Birinci aşama, yükselen muhalefeti ve en temel demokratik istemleri dahi bastıran ‘kadife eldiven giydirilmiş demir bir yumruk’tu. Devletin uyguladığı şiddet yöntemleri bir taraftan topluma yayılıyor, diğer taraftan da sol/sosyalist düşünceler tek yönlü bir propagandayla her gün alabildiğine karalanıyordu. İki-üç yıl boyunca aralıksız ‘insan avları’ yapıldı, komşu komşuya kapısını açmaz oldu, insan insandan korkar hale getirildi.

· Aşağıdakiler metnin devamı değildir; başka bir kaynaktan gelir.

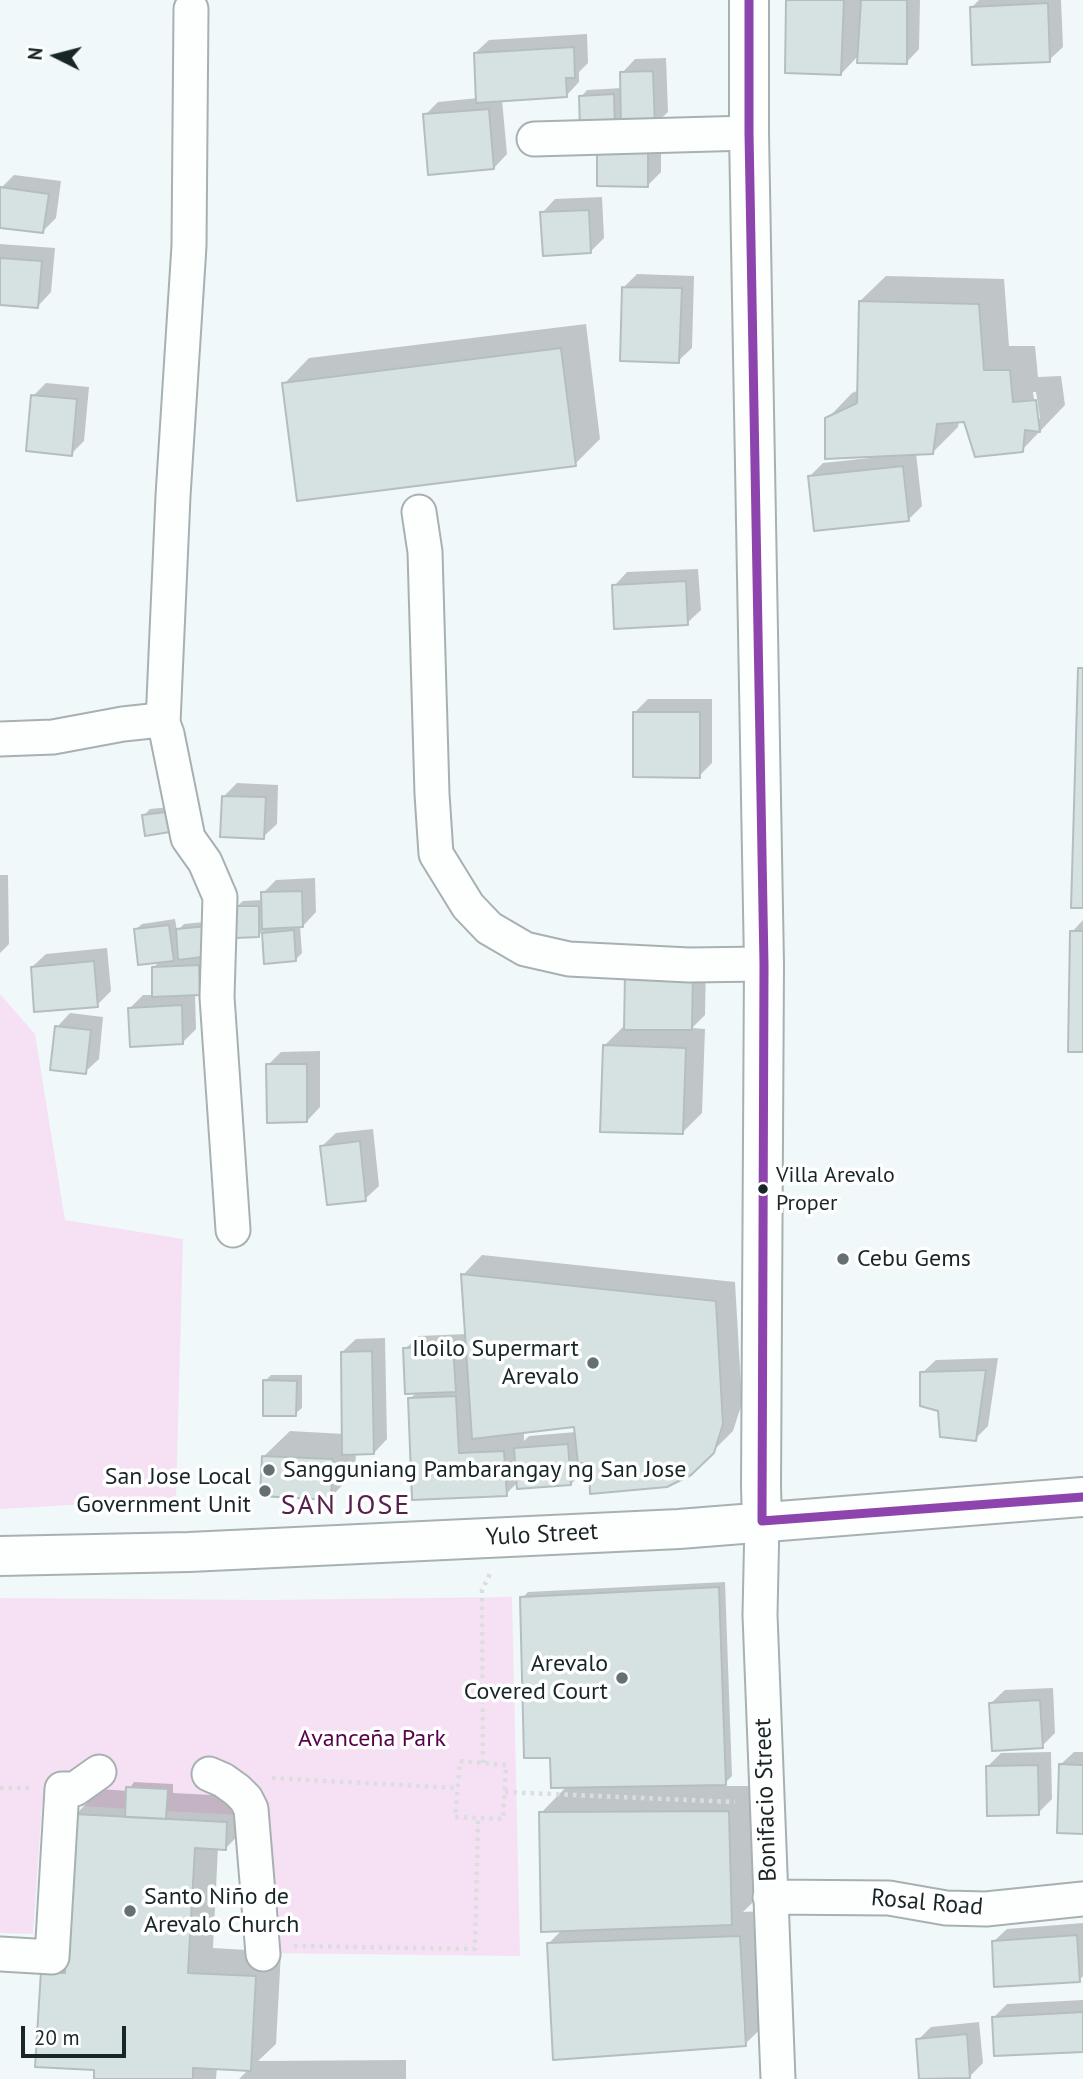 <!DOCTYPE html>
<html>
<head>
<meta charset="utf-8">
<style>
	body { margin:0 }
	#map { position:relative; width:1083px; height:2079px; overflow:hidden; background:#f0f8fa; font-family:"PT Sans",sans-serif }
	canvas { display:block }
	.north { position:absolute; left:21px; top:21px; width:70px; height:70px; -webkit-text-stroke:5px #fff; paint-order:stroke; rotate:276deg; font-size:19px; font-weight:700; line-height:28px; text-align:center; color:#192628 }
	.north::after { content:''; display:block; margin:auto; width:24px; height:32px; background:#192628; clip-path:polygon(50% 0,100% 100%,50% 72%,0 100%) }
	.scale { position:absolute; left:21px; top:2026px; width:105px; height:32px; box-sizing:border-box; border:4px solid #192628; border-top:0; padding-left:9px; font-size:21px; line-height:24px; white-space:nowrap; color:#192628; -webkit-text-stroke:5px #fff; paint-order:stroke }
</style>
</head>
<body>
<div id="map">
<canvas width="1083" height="2079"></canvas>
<div class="north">N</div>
<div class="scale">20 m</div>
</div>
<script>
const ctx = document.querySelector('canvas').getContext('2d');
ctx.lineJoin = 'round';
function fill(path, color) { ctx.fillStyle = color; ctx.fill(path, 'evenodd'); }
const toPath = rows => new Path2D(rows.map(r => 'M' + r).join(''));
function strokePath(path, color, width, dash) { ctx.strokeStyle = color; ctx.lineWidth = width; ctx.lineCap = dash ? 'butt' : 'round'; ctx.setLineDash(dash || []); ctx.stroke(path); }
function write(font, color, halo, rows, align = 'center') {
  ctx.font = font + ' "PT Sans",sans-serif'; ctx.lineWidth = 7; ctx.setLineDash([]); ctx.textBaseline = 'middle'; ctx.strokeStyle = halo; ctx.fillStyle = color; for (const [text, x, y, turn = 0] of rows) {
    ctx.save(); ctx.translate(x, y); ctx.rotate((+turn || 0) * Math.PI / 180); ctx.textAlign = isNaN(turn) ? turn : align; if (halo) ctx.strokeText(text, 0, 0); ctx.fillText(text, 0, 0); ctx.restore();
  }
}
const green = toPath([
	[0,994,35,1034,65,1220,183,1239,176,1499,0,1509],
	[512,1597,520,1956,255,1953,254,1816,42,1804,33,1934,0,1933,0,1598,266,1600]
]);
const shadow = toPath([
	[788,0,920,0,919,49,906,63,859,55,841,74],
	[979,0,1061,0,1063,47,1049,60,971,8],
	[587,34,588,63,579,72,579,82,566,96,502,100,507,154,494,168,425,115,438,102,478,98,475,53,489,40],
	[666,58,668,112,654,125,614,127,581,97,587,90,622,88,622,73,635,59],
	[661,134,661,172,648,185,599,147],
	[14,175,61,181,56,218,43,231,0,226,1,188],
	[602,197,604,238,590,252,542,213,555,199],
	[0,244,55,248,51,292,38,306,0,303],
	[637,274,694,276,692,348,678,361,624,287],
	[886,276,1004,279,1009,346,1035,346,1038,377,1061,376,1065,405,1022,450,965,420,959,421,958,427,932,453,916,453,922,506,908,520,810,476,823,463,870,458,870,455,827,419,852,393,859,390,860,301],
	[1033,392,1036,392,1040,418,1037,421],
	[586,324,600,439,575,464,284,384,309,358],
	[46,383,89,387,84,441,71,454,33,396],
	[698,569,701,610,687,623,614,586,627,572],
	[648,699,712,699,712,763,699,776,635,712],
	[237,783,278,785,277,824,263,837,224,796],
	[180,806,182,823,144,815,150,809],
	[0,875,8,875,9,944,0,953],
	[315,878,316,912,303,926,300,926,302,953,296,959,266,962,263,931,258,936,236,907,243,901,263,900,263,893,276,880],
	[175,919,177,931,184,924,214,921,213,980,199,994,195,994,196,1029,183,1042,129,1009,143,995,154,995,153,968,160,961,135,930,142,924],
	[1083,920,1083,1050,1072,932],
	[107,948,111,991,97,1005,32,967,46,954],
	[706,961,705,1015,692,1028,705,1029,702,1113,682,1133,604,1046,624,1026],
	[70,1013,103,1017,99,1059,85,1072,57,1027],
	[320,1051,320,1107,307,1121,268,1065,281,1052],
	[373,1129,379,1186,365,1199,322,1146,336,1133],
	[482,1255,735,1282,742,1403,733,1431,690,1474,591,1461,583,1461,584,1470,571,1484,518,1482,506,1494,414,1498,410,1399,417,1392,405,1349,419,1336,467,1334,463,1275],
	[576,1425,576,1432,529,1436,524,1441,524,1431],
	[385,1338,387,1439,374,1453,356,1453,355,1472,330,1498,264,1456,290,1431,344,1434,342,1352,356,1339],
	[998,1358,988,1426,975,1439,922,1373,936,1360],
	[271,1375,302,1375,302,1408,295,1414,265,1381],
	[725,1582,732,1776,722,1786,754,1786,757,1898,743,1912,765,1911,771,2019,745,2044,549,1943,563,1929,541,1813,567,1786,552,1756,522,1598,528,1592],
	[1053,1688,1055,1733,1042,1746,991,1703,1005,1690],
	[1051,1752,1052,1799,1038,1813,987,1767,1001,1753],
	[1074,1752,1083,1752,1083,1832,1060,1765],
	[134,1782,173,1784,173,1793,252,1797,250,1823,225,1849,218,1848,213,1948,281,1952,276,2044,258,2061,406,2060,406,2079,239,2079,249,2069,217,2067,216,2079,95,2079,96,2069,37,2065,75,1815,101,1789,128,1791],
	[1083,1923,1083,1976,1079,1980,993,1942,1007,1929],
	[1083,2000,1083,2050,993,2018,1007,2004],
	[979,2022,983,2063,969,2077,921,2079,918,2040,931,2027]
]);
const building = toPath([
	[786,0,844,0,841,75,785,73,786,0],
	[861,0,907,0,907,64,857,63,861,0],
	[1048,3,1050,62,972,65,970,7,1048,3],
	[574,47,575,78,566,78,567,97,476,103,474,53,574,47],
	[653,71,655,127,621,128,620,72,653,71],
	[614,94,615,128,580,130,579,96,614,94],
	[489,109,494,169,428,175,423,114,489,109],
	[597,146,648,147,648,187,597,186,597,146],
	[0,187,49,194,43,233,0,228,0,187],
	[589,210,591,253,543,256,540,212,589,210],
	[0,258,42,261,38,308,0,305,0,258],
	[622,287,682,288,679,363,620,361,622,287],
	[859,301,979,304,984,370,1010,370,1013,402,1036,400,1040,432,1025,430,1023,452,975,457,964,422,937,424,933,454,825,459,825,418,857,403,859,301],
	[561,348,576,466,297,501,282,383,561,348],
	[31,395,77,399,72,456,26,451,31,395],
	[903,466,909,521,814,531,808,476,903,466],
	[686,581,688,625,614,629,612,585,686,581],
	[1078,668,1083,668,1083,908,1071,908,1078,668],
	[633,712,700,712,700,778,633,777,633,712],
	[222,796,266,797,264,839,220,837,222,796],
	[174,811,176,831,145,836,142,815,174,811],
	[302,891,303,927,262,929,261,892,302,891],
	[234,906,259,906,259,937,235,938,234,906],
	[169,925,174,961,138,965,134,929,169,925],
	[208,926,211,956,178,960,176,929,208,926],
	[294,930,296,961,264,964,262,933,294,930],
	[1070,931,1083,931,1083,1052,1068,1052,1070,931],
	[94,961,98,1007,34,1012,31,967,94,961],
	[199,965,200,995,152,997,152,967,199,965],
	[625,973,693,973,692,1030,624,1030,625,973],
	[182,1005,183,1044,130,1047,128,1008,182,1005],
	[55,1026,91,1030,86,1074,50,1070,55,1026],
	[603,1045,686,1048,683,1134,600,1132,603,1045],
	[266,1064,307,1064,307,1122,267,1123,266,1064],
	[360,1141,366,1201,327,1205,320,1146,360,1141],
	[461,1274,716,1301,723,1424,714,1453,691,1475,667,1487,590,1494,589,1462,578,1464,574,1427,472,1439,461,1274],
	[453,1346,456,1392,405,1394,403,1348,453,1346],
	[372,1351,374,1454,342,1455,341,1352,372,1351],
	[986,1370,976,1441,940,1437,938,1411,920,1406,920,1372,986,1370],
	[263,1380,297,1381,296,1416,263,1416,263,1380],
	[456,1396,459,1453,504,1451,507,1496,412,1500,408,1398,456,1396],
	[568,1444,571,1485,517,1489,514,1448,568,1444],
	[262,1456,333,1459,331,1500,260,1496,262,1456],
	[719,1587,726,1785,551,1788,550,1758,524,1758,520,1597,719,1587],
	[1040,1700,1043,1748,992,1751,989,1703,1040,1700],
	[1059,1764,1083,1765,1083,1834,1057,1833,1059,1764],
	[1038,1765,1039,1815,987,1816,986,1766,1038,1765],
	[126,1787,168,1789,166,1819,125,1817,126,1787],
	[729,1811,732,1925,541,1932,539,1812,729,1811],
	[74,1814,227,1822,226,1850,195,1848,188,1973,256,1976,251,2071,193,2068,193,2079,94,2079,94,2070,35,2067,41,1971,65,1973,74,1814],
	[1077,1935,1080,1982,994,1987,992,1941,1077,1935],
	[740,1936,746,2046,553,2060,547,1943,740,1936],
	[1083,2012,1083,2052,994,2056,992,2017,1083,2012],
	[967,2034,970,2078,919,2079,916,2039,967,2034]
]);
const path = toPath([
	[460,1761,506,1765,503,1819,455,1817,460,1761],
	[483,1763,482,1590,490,1574],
	[272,1778,457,1788],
	[0,1788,31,1788],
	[505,1792,735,1802],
	[294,1946,475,1949,478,1819]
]);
const minor = toPath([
	[534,139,749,133],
	[419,512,425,552,432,794,436,854,468,906,489,928,525,949,569,959,689,965,764,964],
	[163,723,173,496,189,246,191,9],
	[0,739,53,737,123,724,151,721,163,723,167,734,188,838,205,862,220,897,217,997,233,1230],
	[762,1521,760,1615,778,2079],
	[209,1774,223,1780,237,1790,246,1799,251,1809,263,1954],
	[770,1897,889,1898,946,1908,986,1909,1083,1899],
	[0,1954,52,1957,62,1789,75,1789,99,1772]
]);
const major = toPath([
	[749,0,749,133,764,964,761,1486,762,1521],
	[0,1556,189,1552,679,1529,1083,1497]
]);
const bus1 = toPath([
	[749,0,749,133,764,964,762,1521],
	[762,1521,1083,1497]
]);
const markers = [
	[763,1189,6,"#192628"],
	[843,1259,7,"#647072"],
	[593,1363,7,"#647072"],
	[269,1470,7,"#647072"],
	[265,1491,7,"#647072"],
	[622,1678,7,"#647072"],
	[130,1911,7,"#647072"]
];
const busNames = [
	["Villa Arevalo",776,1176],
	["Proper",776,1204]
];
const poiNames = [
	["Cebu Gems",857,1259],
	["Iloilo Supermart",579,1349,"right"],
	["Arevalo",579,1377,"right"],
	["Sangguniang Pambarangay ng San Jose",283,1470],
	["San Jose Local",251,1477,"right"],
	["Government Unit",251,1505,"right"],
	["Arevalo",608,1664,"right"],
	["Covered Court",608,1692,"right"],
	["Santo Niño de",144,1897],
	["Arevalo Church",144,1925]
];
const streetNames = [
	["Yulo Street",542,1535,-3],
	["Bonifacio Street",766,1800,-92],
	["Rosal Road",927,1903,5]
];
const parkNames = [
	["Avanceña Park",372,1739]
];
const quarterNames = [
	["SAN JOSE",346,1506]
];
fill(green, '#f6e1f4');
fill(shadow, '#0003');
fill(building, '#d6e1e2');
strokePath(building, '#b4bec0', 2);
strokePath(minor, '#a7b1b2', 37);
strokePath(major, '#a7b1b2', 42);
strokePath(path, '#dbdedf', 4.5, [3.5, 5]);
strokePath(minor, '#fdfefe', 33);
strokePath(major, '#fdfefe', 38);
strokePath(bus1, '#8e44ad', 9);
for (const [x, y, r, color] of markers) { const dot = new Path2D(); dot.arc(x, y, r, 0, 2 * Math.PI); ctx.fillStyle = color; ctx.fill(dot); strokePath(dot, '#fff', 2.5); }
write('22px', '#192628', '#fff', busNames, 'left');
write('24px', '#192628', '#fff', poiNames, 'left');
write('24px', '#192628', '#fff', streetNames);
write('24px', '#57004b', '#fff', parkNames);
ctx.letterSpacing = '2px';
write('28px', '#56204c', '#fff', quarterNames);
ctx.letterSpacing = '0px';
</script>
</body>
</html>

Pişmanlık, ihanet, itirafçılık, ispiyon gibi insanı kişiliksizleştiren mekanizmalar toplumda yaygınlaştırılmaya çalışıldı. Bırakın komünizm, sosyalizm, Marksizm sözcüklerini, dayanışma, mücadele, dostluk, kardeşlik, eşitlik, özgürlük, barış, emek, eylem gibi onlarca kelimeye yasaklar konuldu; insan sevgisi, aşk, arkadaşlık, yoldaşlık gibi değerler ağızlara alınmaz oldu; kasetler, filmler yasaklandı, kitaplar toplatılıp yakıldı. Korku bir virüs gibi yayıldı ve kendi tarihini, kimliğini, kişiliğini gizleyen, geçmişinden pişmanlık duyan sinik bir toplum yaratılmaya çalışıldı.

İkinci aşama bunun üzerinde inşa edildi. ABD stratejistlerinin pek çok ülkede uyguladıkları ve bizde de ‘Yükselen Değerler Dönemi’ olarak anılan, toplumun değer yargılarının komple yıkıma uğratıldığı, bir manipülasyon ve dejenerasyonun yaşandığı evre oldu bu. Başlangıç dönemi Özal sayılmakla birlikte özellikle 90’lardaki dünya ölçeğindeki değişim rüzgârlarının ve teknolojik gelişmelerin de etkisiyle doruk noktasına ulaştı. Kendine ve topluma yabancılaşan, tarihsiz-geleceksiz ve apolitik bir toplum iskeleti oluşturuldu. Toplumsal hafıza silindi!..

İşte, Tunç Turunç ismi böyle bir dönemin ‘yükselen’ şahsiyeti olarak Nazım Alpman’ın kaleminde yeniden şekillendi.

Medyada dünün ve bugünün birbirine bağlandığı ‘ilmeğin’ adı yine Nazım Alpman’dır ve Alpman’ın bu kitabı sadece 1995-1996 koşullarını anlatmakla kalmayıp, günümüzün havuz medyasında fiyaka yapmaya çalışan yandaş kalemşorları da karakterize etmektedir.

Benzer bir dönemde medyada Alpman ekolüyle yapılan muhalefet okuyanlara sadece umut vermeyecek, bugün yaşadığımız moral bozukluğuna da ilaç gibi gelecektir.